(b. Sept 12, 1886, Ealing – d.1964, Scarborough)
Join us as we return from our summer break to continue with the biographies – this time – the extraordinary Black British composer and performer, Madeline Rossiter.

A contralto singer, performer, male impersonator, tap dancer, dance teacher, choreographer, multi-instrumentalist, theatre director and comedian, as well as a composer and lyricist.
Rossiter toured extensively across the UK, Australasia and South Asia, known professionally as Madeline Rossiter. also performed in UK productions of musicals like the touring production of Rose Marie as Wanda the Mountain Vamp, leading the dance work of the company.
Despite this extensive presence, Rossiter isn’t included in An Inconvenient Black History of British Musical Theatre and we were told about her by a reader – we’ve noted several times that we are aware of the vaster history we are gesturing towards. What’s particularly exciting about Rossiter is that some of her music has survived – and there is potentially more in private circulation. In celebration of 135th anniversary of her birth, we’ve researched into her remarkable career and brought together some new information from digitised news sources from the UK and the US.

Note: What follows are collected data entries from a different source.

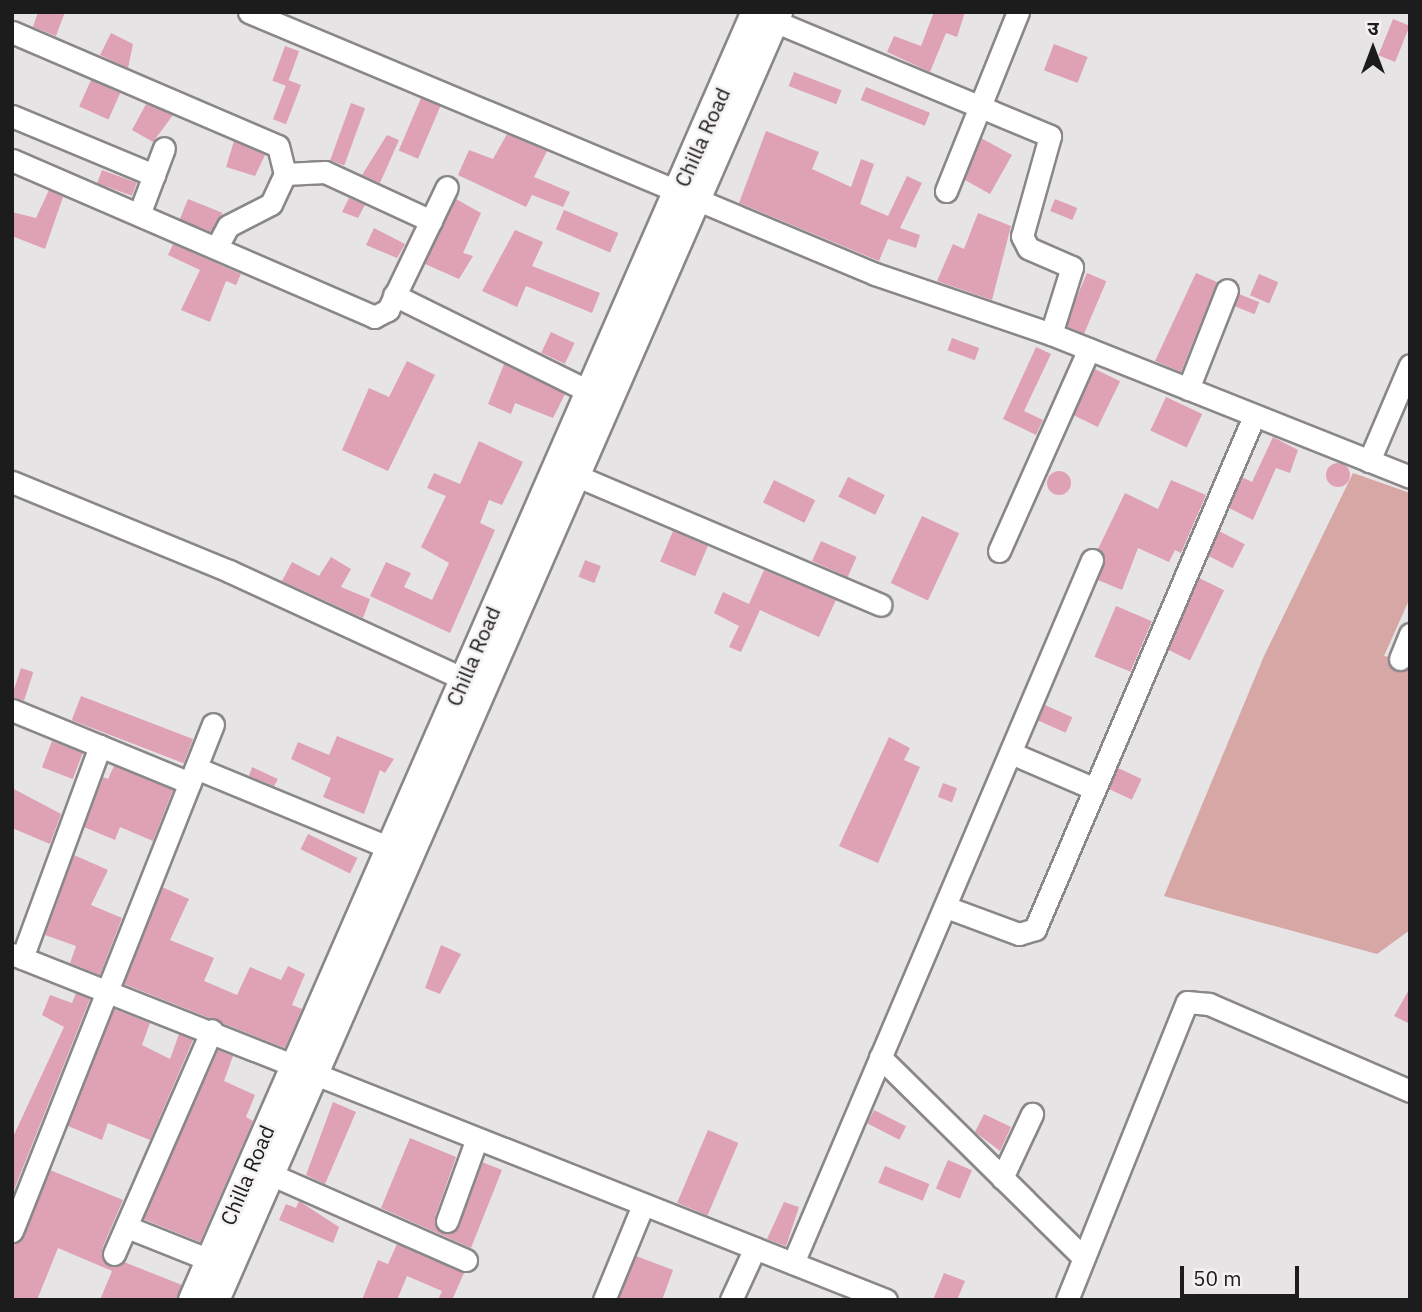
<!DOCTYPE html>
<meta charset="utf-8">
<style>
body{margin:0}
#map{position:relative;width:1422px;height:1312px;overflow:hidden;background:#e7e4e6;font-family:"IBM Plex Sans","Noto Sans Devanagari",sans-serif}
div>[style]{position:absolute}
.green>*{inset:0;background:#d6a7a4}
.building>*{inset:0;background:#dea2b4;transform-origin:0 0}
.round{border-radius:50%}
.roads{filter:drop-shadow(2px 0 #8a8789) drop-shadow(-2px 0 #8a8789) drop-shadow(0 2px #8a8789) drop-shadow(0 -2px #8a8789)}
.minor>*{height:21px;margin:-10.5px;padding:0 10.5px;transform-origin:10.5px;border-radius:10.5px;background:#fff}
.major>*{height:28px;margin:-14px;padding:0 14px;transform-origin:14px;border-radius:14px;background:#fff}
span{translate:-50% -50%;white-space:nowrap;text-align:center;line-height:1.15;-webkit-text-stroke:5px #f4f1f3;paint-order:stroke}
.street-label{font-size:21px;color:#1d1c1d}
.frame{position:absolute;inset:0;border:14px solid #1d1c1d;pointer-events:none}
.north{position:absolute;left:1338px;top:14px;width:70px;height:70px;-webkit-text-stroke:5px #f4f1f3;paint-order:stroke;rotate:0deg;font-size:19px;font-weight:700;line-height:28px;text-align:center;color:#1d1c1d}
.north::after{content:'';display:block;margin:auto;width:24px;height:32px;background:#1d1c1d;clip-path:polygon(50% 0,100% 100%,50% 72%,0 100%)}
.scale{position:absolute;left:1180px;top:1266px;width:119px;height:32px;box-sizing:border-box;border:4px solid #1d1c1d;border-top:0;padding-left:9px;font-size:21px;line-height:24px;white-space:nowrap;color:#1d1c1d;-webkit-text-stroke:5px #f4f1f3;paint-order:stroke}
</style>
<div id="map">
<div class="green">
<i style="clip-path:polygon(1353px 473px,1410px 493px,1410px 598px,1384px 656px,1410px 661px,1410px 930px,1377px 954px,1164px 896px,1264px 656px)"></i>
</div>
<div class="building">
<i style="clip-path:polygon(38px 12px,65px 12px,56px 36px,33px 27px)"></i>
<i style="clip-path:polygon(934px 12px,965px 12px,957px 37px,946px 33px,930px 72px,887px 52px,894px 36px,921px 46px)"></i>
<i style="left:1393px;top:19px;width:18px;height:39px;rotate:22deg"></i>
<i style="clip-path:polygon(111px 33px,133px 44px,128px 68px,100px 55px)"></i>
<i style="left:1054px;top:44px;width:36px;height:28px;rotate:21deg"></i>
<i style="left:285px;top:46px;width:15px;height:37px;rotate:20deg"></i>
<i style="left:794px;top:72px;width:51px;height:15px;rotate:21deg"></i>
<i style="left:91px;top:80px;width:32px;height:29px;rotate:24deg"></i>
<i style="left:288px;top:80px;width:14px;height:42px;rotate:21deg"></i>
<i style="left:866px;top:87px;width:69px;height:14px;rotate:22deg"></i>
<i style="left:421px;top:98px;width:21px;height:57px;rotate:23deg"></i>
<i style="left:351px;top:103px;width:15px;height:61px;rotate:20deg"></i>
<i style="clip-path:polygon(146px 104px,173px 115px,153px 142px,132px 130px)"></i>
<i style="clip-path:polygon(766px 131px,819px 152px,812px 169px,851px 187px,861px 159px,874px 164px,860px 204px,888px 216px,907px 176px,922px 183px,900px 228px,920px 235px,916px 248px,888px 239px,879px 261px,739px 203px)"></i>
<i style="clip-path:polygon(507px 134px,547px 151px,534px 177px,570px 192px,563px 207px,532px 195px,526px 207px,458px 175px,469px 150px,493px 159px)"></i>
<i style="clip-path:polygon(387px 135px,399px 140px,380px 183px,362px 175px)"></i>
<i style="clip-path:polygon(981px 138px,1012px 155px,990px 194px,965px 180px)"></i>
<i style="clip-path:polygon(234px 141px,265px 155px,255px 176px,226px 167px)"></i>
<i style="left:102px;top:170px;width:37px;height:14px;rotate:20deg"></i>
<i style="clip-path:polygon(49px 190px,63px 197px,45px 249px,12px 236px,12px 212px,36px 218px)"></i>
<i style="clip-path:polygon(349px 198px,365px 205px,358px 218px,342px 212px)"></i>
<i style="left:188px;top:199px;width:37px;height:22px;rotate:22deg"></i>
<i style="clip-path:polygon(456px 199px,481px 213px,463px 253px,473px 256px,459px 279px,425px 264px)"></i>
<i style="left:1055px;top:199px;width:24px;height:13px;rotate:22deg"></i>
<i style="left:564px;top:210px;width:59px;height:21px;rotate:23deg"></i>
<i style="clip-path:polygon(978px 213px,1011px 226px,992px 300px,937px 281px,953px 244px,964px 249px)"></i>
<i style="clip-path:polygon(374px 228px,405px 244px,397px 258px,366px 245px)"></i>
<i style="clip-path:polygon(515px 230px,543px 242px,532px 266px,600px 293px,592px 313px,526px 286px,517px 307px,482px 291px)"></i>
<i style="clip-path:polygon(173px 244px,241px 274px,236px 285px,226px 281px,210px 322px,181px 310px,200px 270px,168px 255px)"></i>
<i style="left:1087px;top:273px;width:21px;height:57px;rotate:23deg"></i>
<i style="clip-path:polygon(1196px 273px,1217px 282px,1181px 372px,1155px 361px)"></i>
<i style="left:1259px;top:274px;width:21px;height:23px;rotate:23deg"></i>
<i style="left:1239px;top:294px;width:22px;height:13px;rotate:22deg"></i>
<i style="left:551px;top:332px;width:26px;height:23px;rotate:25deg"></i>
<i style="left:952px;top:338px;width:29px;height:13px;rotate:20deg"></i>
<i style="clip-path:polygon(1036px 347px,1051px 354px,1024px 411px,1043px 420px,1036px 435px,1003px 419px)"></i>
<i style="clip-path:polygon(407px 361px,435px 375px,388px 471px,342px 450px,369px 388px,389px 397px)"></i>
<i style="clip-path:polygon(504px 364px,565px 394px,553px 418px,515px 403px,511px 414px,488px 404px)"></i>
<i style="left:1095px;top:369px;width:28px;height:51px;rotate:26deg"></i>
<i style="left:1166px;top:397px;width:40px;height:37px;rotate:25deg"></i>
<i style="clip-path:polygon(1273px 437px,1298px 450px,1290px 473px,1276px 468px,1253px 520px,1229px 508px,1242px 477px,1252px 482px)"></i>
<i style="clip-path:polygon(479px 441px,523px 462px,502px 505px,489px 500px,480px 523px,495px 530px,450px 633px,370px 596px,386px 562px,411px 573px,404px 587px,432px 600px,449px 563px,421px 547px,446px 496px,427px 488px,434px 473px,460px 484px)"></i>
<i class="round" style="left:1326px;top:463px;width:24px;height:24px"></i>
<i class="round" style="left:1047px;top:471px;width:24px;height:24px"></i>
<i style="left:848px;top:477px;width:41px;height:22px;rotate:26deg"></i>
<i style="left:774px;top:480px;width:46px;height:25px;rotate:26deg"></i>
<i style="clip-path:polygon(1171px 480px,1206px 495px,1181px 553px,1175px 550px,1169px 562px,1138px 548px,1122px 590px,1098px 580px,1105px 559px,1098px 549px,1125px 493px,1158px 509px)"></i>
<i style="left:922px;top:516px;width:41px;height:74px;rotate:25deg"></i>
<i style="left:673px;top:531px;width:38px;height:33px;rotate:23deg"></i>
<i style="left:1219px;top:531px;width:29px;height:27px;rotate:27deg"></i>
<i style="left:821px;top:541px;width:39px;height:22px;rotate:24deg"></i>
<i style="clip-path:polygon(331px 557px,351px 569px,341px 587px,370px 599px,363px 618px,282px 581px,292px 562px,319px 576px)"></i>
<i style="left:585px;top:560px;width:17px;height:18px;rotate:21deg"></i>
<i style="clip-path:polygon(764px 570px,836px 600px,819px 637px,760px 610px,741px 652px,729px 647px,739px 626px,714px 613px,723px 592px,749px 604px)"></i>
<i style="left:1199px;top:578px;width:28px;height:78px;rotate:26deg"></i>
<i style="left:1116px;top:606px;width:39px;height:55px;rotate:23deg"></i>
<i style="left:21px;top:668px;width:13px;height:30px;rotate:18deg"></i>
<i style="left:81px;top:696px;width:120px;height:26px;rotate:21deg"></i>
<i style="left:1045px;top:705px;width:30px;height:17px;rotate:24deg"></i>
<i style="clip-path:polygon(337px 736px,394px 759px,385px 773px,380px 770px,364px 814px,323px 797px,331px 778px,291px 759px,298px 742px,329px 755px)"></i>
<i style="clip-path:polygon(889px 737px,910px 748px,904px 760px,920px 767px,878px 863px,839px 846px)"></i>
<i style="left:52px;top:741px;width:33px;height:28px;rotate:21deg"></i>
<i style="clip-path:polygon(114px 766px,173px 790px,153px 841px,120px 827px,115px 840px,84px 827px,103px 777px,108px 779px)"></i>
<i style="clip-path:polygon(252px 767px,278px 779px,274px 786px,249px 776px)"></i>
<i style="left:1118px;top:768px;width:26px;height:23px;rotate:25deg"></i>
<i style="left:943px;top:783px;width:15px;height:15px;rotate:20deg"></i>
<i style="clip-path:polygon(12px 788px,61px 814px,50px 844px,12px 828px)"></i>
<i style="left:308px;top:834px;width:55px;height:17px;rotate:26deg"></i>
<i style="clip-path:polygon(74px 855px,108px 870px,91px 905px,122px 918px,100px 975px,70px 963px,76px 946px,45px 935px)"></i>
<i style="clip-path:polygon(162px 887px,189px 899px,170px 940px,214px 958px,204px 981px,237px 995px,250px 967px,281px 980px,288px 966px,305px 974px,292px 1005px,302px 1009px,285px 1048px,124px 984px)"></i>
<i style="clip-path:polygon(441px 945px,461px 954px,440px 994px,425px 988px)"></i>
<i style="clip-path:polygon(1410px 988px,1410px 1024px,1394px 1016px)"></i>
<i style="clip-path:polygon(76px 993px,90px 999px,12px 1195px,12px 1139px,64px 1027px,42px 1015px,50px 995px,72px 1003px)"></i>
<i style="clip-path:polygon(114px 1009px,150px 1023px,142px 1045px,170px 1059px,179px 1034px,193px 1040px,150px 1140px,108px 1123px,102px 1140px,68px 1126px)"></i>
<i style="clip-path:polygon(218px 1050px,233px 1056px,224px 1081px,255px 1095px,246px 1117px,253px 1121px,200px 1242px,143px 1219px)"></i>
<i style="clip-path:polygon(333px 1102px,356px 1112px,325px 1184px,306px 1175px)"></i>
<i style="left:874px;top:1110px;width:36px;height:15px;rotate:27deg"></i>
<i style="clip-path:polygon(984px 1114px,1011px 1127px,1000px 1151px,975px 1132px)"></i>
<i style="left:708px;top:1130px;width:33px;height:79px;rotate:23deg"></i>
<i style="clip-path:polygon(410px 1138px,456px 1157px,435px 1217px,443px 1233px,459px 1226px,482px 1162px,502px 1170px,471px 1248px,381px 1208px)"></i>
<i style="left:948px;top:1160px;width:26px;height:31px;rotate:23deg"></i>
<i style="left:885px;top:1166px;width:48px;height:18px;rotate:22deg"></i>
<i style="clip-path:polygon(50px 1170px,123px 1200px,102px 1249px,103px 1261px,115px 1267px,124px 1262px,182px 1285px,177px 1300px,100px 1300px,112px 1271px,58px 1248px,37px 1300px,12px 1300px,12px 1244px,24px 1236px)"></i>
<i style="clip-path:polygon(299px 1201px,339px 1227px,333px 1243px,279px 1220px,286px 1204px,296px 1208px)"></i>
<i style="clip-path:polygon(784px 1202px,799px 1207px,786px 1246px,767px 1239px)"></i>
<i style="clip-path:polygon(397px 1244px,464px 1273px,452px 1300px,438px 1300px,442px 1291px,407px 1276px,397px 1300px,362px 1300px,378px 1260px,388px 1264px)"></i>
<i style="clip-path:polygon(636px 1256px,673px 1270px,662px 1300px,618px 1300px)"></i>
<i style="clip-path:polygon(944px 1273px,965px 1281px,957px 1300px,933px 1300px)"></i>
</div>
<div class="roads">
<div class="minor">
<i style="left:249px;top:12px;width:679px;rotate:22.71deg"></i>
<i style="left:875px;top:274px;width:186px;rotate:18.8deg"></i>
<i style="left:1051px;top:334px;width:386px;rotate:21.7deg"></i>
<i style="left:774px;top:21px;width:299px;rotate:22.6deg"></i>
<i style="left:1050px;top:136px;width:104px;rotate:105.6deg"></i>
<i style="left:1022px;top:236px;width:13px;rotate:63deg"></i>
<i style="left:1028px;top:248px;width:48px;rotate:23.4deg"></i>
<i style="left:1072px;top:267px;width:70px;rotate:107.4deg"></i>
<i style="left:12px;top:32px;width:289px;rotate:23.2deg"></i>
<i style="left:278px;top:146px;width:29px;rotate:76deg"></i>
<i style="left:285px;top:174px;width:33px;rotate:115deg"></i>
<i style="left:271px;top:204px;width:48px;rotate:152.9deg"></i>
<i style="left:228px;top:226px;width:21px;rotate:118deg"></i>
<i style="left:12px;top:116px;width:154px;rotate:22.6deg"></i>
<i style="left:12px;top:160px;width:395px;rotate:23.4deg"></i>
<i style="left:374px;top:317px;width:16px;rotate:-27deg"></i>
<i style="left:388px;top:310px;width:136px;rotate:-64.4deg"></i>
<i style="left:285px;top:174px;width:40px;rotate:-2.9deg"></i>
<i style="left:325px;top:172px;width:117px;rotate:24.8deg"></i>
<i style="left:946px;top:191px;width:193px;rotate:-68.1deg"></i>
<i style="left:140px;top:212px;width:68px;rotate:-69.4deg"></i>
<i style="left:394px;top:295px;width:214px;rotate:26.3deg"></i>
<i style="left:1188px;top:389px;width:106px;rotate:-68.5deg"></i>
<i style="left:1369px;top:461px;width:104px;rotate:-66.9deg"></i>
<i style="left:563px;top:470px;width:345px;rotate:23deg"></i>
<i style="left:12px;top:482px;width:235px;rotate:22.3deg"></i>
<i style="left:229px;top:571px;width:259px;rotate:24.7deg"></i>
<i style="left:999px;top:551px;width:221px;rotate:-66deg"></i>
<i style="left:1400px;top:659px;width:27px;rotate:-68deg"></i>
<i style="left:12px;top:710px;width:192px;rotate:22.3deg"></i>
<i style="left:1011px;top:753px;width:91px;rotate:23.2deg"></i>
<i style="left:196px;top:768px;width:208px;rotate:22.4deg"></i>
<i style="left:946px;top:907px;width:78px;rotate:20.3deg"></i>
<i style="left:1019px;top:934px;width:17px;rotate:-17deg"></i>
<i style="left:1035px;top:929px;width:558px;rotate:-66.88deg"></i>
<i style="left:12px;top:954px;width:940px;rotate:21.6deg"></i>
<i style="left:22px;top:958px;width:226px;rotate:-69.8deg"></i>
<i style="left:880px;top:1057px;width:285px;rotate:44.6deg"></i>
<i style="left:270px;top:1174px;width:214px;rotate:23.7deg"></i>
<i style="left:1002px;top:1178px;width:71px;rotate:-64.9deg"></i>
<i style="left:447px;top:1221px;width:85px;rotate:-70.1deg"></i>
<i style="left:127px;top:1227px;width:89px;rotate:21.7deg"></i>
<i style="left:12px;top:1231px;width:545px;rotate:-68.37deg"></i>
<i style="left:114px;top:1254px;width:244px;rotate:-66.4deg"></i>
<i style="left:793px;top:1263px;width:764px;rotate:-66.96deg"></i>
<i style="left:604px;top:1300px;width:103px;rotate:-67.7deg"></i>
<i style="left:731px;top:1300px;width:57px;rotate:-65.2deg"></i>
<i style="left:1067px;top:1300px;width:321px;rotate:-68.1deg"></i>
<i style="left:1187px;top:1002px;width:22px;rotate:5deg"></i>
<i style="left:1209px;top:1004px;width:219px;rotate:23.4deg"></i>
</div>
<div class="major">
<i style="left:193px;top:1300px;width:1406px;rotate:-66.39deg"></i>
<i style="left:215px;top:1300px;width:1406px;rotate:-66.39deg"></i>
</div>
</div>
<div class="street-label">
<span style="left:702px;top:137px;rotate:-66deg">Chilla Road</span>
<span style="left:473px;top:656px;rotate:-67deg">Chilla Road</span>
<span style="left:247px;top:1175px;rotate:-67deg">Chilla Road</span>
</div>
<div class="frame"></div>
<div class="north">उ</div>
<div class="scale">50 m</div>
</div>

Very unusually for retracing Black practitioners in the early 1900s-1910s, there is one clear and full biography of Madeline Rossiter’s work written while she was still alive. The November 1954 edition of B.M.G. (Banjo Manadolin Guitar) “The Oldest Established and Most Widely-read Fretted Instrument Magazine in the World” – provides a detailed overview of her career, updating their readers that she was still directing amateur musical theatre productions in Cornwall. Though some details are very unclear, using digitised databases allows us to find a little more about Rossiter, who was by any definition, an extraordinary polymath.